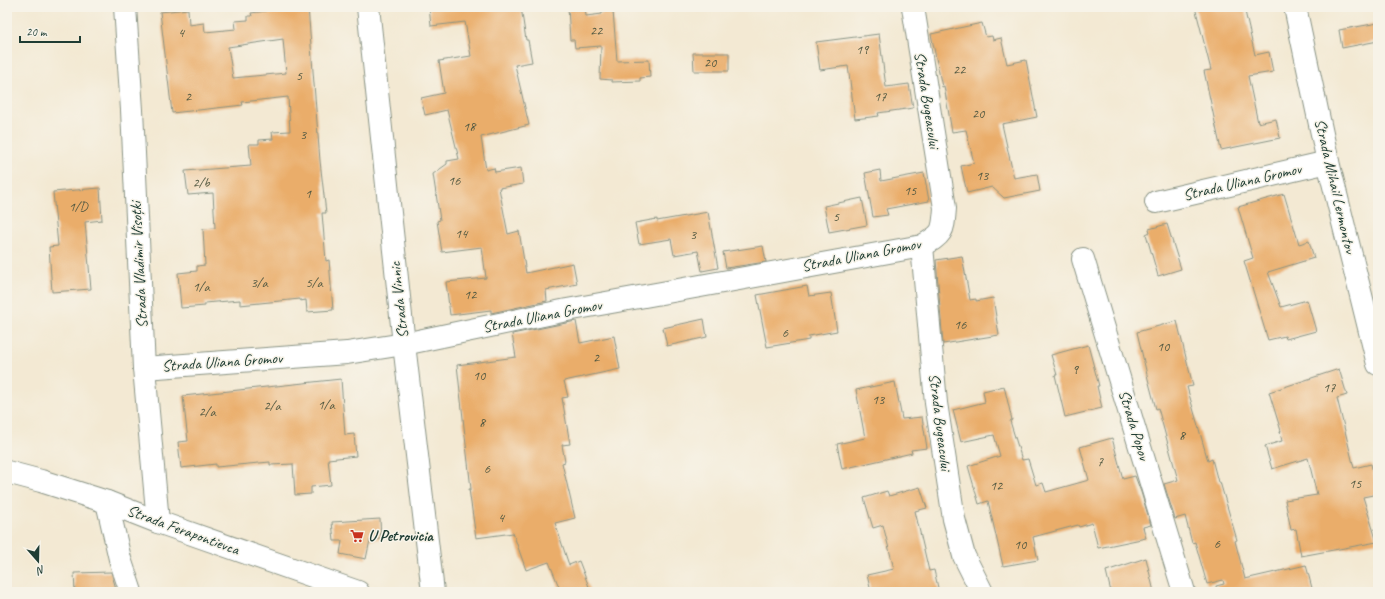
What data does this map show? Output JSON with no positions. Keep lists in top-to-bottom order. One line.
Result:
{"streets":{"street":["Strada Bugeacului","Strada Uliana Gromov","Strada Mihail Lermontov","Strada Vladimir Vîsoțki","Strada Vinnic","Strada Popov","Strada Ferapontievca"]},"crossings":[["Strada Bugeacului","Strada Uliana Gromov"],["Strada Uliana Gromov","Strada Mihail Lermontov"],["Strada Uliana Gromov","Strada Vladimir Vîsoțki"],["Strada Uliana Gromov","Strada Vinnic"],["Strada Vladimir Vîsoțki","Strada Ferapontievca"]],"places":{"supermarket":["U Petrovicia"]},"house_numbers":["22","4","19","20","22","5","2","17","20","18","3","13","16","2/b","15","1","1/D","5","14","3","3/a","5/a","1/a","12","16","6","10","2","9","10","17","13","1/a","2/a","2/a","8","8","7","6","15","12","4","6","10"],"scale_bar":"20 m","north":"bottom"}
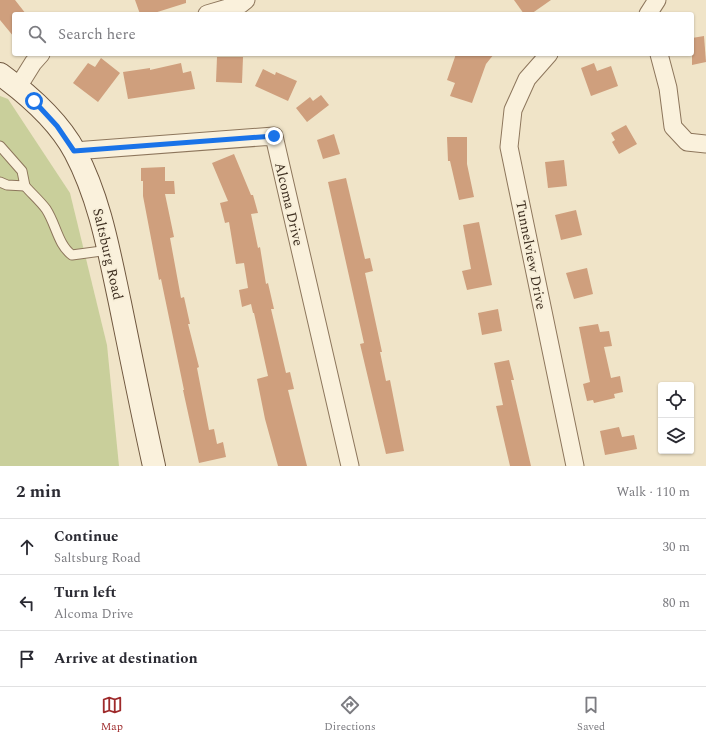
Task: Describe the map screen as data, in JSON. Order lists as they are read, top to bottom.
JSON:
{
  "streets": {
    "main road": ["Saltsburg Road"],
    "street": ["Alcoma Drive", "Tunnelview Drive"]
  },
  "crossings": [
    ["Alcoma Drive", "Saltsburg Road"]
  ],
  "page": {
    "search": "Search here",
    "heading": ["2 min", "Walk · 110 m"],
    "list": [
      ["Continue", "Saltsburg Road", "30 m"],
      ["Turn left", "Alcoma Drive", "80 m"],
      "Arrive at destination"
    ],
    "nav": ["Map", "Directions", "Saved"]
  }
}
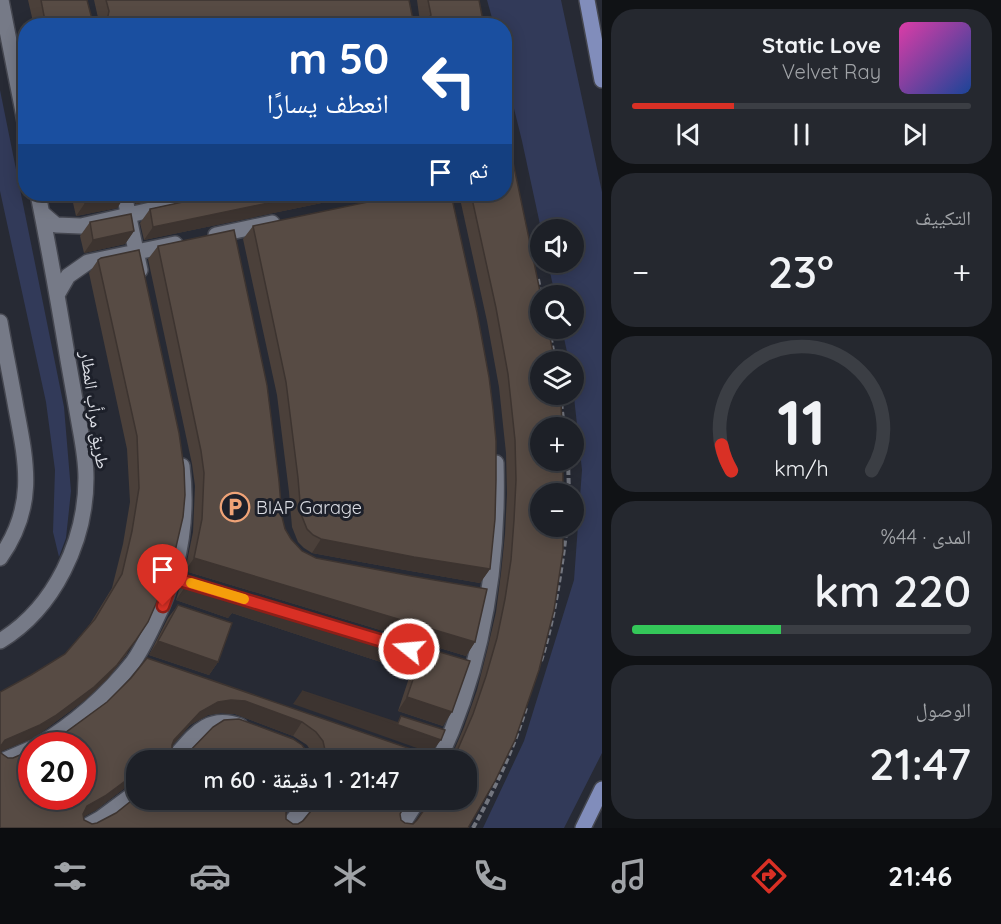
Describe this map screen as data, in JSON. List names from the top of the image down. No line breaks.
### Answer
{"streets":{"lane":["طريق مرأب المطار"]},"places":{"parking":["BIAP Garage"]},"page":{"turn":["50 m","انعطف يسارًا"],"song":["Static Love","Velvet Ray"],"then":"ثم","tile":["التكييف",["المدى · 44%","220 km"],["الوصول","21:47"]],"map_buttons":["+","−"],"heat":["−","23°","+"],"limit":"20","trip":"21:47 · 1 دقيقة · 60 m","tabs":"21:46","gauge":["11","km/h"]}}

--

ASSIGNED TASK
I would like you to report every line in the listing above that contains "data".

REPLY TO THE EXERCISE
What data does this map show? Output JSON with no positions. Keep lists in top-to-bottom order. One line.
Task: Describe the map screen as data, in JSON. Order lists as they are read, top to bottom.
Describe this map screen as data, in JSON. List names from the top of the image down. No line breaks.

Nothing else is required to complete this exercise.